Statement 2019

Transcription of the statement for the 21st Biennial

My work for the 21st Biennial seeks to trace history in a contemporary vision with what you have today as heritage, but which lack proper attention. The remains of the objects of the incident in Museu Nacional [Brazil’s National Museum] in 2018 and in the Memorial do Cemitério dos Pretos Novos [Newly-Arrived Slaves Memorial Museum] will be materials that I will use. It will not be a matter of making a copy of objects like in my other project Impossible Is Nothing, in this new approach. This will be a video. This video will be produced in collaboration with both museums. My interest in connecting museums lies in the difference in their stories. By juxtaposing both their stories I seek to bring out a unique discourse in heritage preservation in a contemporary language. The paintings and sculptures cannot attest to the emotion I had when I first visited the Memorial do Cemitério dos Pretos Novos [Newly-Arrived Slaves Memorial Museum] in Rio. It will be good to use video, as it allows the leaders of this space to speak about it, to impact more worlds regarding the safeguard of their heritage. I also try to show in my work that nowhere else in the world heritage is safe, as we recently watched in Paris’s Notre Dame. It is therefore important to fight daily for their protection. 

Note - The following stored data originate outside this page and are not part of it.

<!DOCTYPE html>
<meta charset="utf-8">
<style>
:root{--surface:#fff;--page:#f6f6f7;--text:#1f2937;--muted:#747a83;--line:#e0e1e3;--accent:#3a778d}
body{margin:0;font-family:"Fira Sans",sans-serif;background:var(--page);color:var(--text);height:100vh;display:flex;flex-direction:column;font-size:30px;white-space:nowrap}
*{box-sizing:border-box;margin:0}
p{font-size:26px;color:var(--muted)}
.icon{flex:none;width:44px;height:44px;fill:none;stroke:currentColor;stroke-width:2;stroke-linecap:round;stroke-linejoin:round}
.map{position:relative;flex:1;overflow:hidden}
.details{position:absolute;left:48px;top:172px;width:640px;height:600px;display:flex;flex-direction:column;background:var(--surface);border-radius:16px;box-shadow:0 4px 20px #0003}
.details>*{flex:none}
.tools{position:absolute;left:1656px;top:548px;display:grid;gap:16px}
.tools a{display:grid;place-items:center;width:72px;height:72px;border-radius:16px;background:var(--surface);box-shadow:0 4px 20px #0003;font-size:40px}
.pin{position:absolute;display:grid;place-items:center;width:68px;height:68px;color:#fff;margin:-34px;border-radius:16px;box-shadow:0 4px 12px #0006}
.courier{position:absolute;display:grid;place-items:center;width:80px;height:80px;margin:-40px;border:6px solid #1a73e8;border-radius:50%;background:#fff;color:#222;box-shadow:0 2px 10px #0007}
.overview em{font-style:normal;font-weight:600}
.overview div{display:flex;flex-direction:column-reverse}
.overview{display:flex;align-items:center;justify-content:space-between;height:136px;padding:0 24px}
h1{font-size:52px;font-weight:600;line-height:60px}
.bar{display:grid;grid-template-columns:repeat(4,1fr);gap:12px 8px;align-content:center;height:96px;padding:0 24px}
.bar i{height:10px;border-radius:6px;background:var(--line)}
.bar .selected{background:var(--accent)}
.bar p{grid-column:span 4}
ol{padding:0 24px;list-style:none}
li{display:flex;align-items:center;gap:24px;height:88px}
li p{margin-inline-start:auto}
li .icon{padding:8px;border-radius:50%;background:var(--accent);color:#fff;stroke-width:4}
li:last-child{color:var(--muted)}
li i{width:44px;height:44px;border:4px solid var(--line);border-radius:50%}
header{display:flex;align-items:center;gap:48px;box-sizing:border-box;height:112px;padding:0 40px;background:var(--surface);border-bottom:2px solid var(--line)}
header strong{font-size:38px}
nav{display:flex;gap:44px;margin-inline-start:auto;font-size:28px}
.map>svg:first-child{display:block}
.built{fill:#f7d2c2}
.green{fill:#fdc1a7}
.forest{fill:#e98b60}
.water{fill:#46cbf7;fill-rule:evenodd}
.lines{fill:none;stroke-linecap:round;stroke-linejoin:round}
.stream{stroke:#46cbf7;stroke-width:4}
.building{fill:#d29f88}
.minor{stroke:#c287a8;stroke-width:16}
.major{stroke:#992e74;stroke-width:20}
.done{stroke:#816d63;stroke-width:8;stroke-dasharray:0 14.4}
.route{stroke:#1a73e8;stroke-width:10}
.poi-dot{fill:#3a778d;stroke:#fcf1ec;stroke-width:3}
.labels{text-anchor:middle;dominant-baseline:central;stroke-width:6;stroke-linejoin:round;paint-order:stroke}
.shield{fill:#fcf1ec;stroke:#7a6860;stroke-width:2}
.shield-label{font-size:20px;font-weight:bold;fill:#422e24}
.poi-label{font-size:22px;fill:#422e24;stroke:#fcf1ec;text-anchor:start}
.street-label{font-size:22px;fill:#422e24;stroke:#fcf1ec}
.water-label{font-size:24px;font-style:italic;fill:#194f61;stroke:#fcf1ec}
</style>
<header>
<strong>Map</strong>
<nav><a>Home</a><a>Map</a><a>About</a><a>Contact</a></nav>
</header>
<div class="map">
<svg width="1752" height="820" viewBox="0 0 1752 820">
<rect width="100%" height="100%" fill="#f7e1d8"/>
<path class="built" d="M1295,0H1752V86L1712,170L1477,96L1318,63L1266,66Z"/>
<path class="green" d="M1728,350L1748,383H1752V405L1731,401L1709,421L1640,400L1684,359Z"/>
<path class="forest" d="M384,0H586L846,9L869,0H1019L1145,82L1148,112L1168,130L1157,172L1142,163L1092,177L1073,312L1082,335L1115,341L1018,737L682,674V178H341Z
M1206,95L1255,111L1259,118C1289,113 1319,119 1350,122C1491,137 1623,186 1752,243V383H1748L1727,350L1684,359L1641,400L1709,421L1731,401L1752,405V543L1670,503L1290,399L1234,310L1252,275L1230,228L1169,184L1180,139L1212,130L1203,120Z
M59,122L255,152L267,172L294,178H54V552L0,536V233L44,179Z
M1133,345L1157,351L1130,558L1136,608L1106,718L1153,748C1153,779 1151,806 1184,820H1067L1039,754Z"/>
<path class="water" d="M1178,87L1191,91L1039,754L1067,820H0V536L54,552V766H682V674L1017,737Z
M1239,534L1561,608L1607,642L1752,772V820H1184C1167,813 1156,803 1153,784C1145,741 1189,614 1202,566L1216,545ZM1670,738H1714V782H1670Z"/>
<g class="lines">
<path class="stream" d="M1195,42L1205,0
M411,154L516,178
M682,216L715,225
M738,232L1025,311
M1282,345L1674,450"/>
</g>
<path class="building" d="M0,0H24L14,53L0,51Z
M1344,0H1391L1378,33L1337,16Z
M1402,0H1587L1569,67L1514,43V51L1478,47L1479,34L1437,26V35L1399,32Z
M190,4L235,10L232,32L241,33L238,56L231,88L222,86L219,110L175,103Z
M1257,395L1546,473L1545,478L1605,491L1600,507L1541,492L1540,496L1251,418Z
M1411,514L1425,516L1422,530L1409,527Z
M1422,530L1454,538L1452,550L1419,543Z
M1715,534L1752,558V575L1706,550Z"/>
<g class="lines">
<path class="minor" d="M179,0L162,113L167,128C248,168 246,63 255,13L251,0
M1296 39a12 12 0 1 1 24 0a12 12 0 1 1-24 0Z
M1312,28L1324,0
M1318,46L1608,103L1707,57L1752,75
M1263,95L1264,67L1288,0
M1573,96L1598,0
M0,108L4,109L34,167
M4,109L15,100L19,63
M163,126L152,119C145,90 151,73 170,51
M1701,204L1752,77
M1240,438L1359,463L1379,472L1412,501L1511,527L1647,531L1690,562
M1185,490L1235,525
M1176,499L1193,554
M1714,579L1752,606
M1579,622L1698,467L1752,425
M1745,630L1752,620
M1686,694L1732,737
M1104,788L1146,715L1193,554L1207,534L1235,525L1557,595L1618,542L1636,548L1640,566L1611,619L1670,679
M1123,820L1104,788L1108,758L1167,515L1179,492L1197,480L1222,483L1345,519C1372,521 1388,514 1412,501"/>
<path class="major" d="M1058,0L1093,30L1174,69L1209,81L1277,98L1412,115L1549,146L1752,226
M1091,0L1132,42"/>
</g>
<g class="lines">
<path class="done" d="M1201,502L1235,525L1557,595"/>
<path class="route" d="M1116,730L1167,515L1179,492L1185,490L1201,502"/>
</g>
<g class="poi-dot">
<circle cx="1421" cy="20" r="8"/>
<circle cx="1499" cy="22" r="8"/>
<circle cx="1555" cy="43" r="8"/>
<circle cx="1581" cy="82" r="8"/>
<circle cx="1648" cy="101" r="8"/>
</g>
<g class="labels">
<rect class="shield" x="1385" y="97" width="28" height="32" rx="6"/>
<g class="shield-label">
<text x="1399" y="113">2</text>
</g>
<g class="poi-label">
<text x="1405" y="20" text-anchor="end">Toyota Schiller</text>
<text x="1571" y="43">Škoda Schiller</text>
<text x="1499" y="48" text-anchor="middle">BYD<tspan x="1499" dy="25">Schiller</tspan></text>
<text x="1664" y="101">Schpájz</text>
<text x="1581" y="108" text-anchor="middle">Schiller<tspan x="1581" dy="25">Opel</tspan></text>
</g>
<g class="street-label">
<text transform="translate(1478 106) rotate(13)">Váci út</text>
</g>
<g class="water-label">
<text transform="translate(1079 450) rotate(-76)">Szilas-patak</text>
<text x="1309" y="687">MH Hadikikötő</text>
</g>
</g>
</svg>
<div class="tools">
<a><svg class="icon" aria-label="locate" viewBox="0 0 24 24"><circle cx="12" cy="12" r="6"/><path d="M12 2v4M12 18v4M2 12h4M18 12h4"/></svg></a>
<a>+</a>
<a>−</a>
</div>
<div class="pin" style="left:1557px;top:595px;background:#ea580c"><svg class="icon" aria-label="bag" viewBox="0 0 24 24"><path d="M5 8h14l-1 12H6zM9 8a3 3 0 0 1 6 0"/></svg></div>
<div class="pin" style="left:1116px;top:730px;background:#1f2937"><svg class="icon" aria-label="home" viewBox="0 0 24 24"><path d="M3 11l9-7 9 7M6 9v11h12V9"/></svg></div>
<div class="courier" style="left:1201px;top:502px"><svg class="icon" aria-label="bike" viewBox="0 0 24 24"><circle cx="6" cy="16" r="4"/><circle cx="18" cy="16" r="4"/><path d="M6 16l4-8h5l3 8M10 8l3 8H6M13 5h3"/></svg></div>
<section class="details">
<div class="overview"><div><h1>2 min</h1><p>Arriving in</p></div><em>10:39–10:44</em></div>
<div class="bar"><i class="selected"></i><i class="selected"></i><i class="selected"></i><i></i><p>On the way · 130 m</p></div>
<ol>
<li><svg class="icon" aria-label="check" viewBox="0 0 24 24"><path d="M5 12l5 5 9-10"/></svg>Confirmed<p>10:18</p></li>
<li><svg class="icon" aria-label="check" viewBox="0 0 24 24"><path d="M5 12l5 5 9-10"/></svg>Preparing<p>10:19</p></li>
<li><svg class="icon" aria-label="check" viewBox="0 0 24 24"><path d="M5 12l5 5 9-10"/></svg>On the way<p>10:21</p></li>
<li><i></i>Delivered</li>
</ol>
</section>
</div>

During my stay in Brazil I realized that the traces of the stories of African diaspora and the historical relations between the ancient kingdom of Benin are our past, and our memory is based on our past. It is impossible to talk about Brazil's memory without mentioning Dahomey and Africa. By working on the Newly-Arrived Slaves Memorial Museum and the National Museum I think my approach to working on these topics already shows how I deal with them; it is the evolution of these subjects and how we treat them today that draws my attention.

When it comes to dealing with memory and heritage in an African context today, in my opinion, we must start from our identity with the universal. It is also important not to fall into the opposite truth. For example, the slave grave in Brazil differed from a slave grave in Amsterdam. While in Rio slaves were thrown into a ditch when they died, in Amsterdam a slave was buried in a church.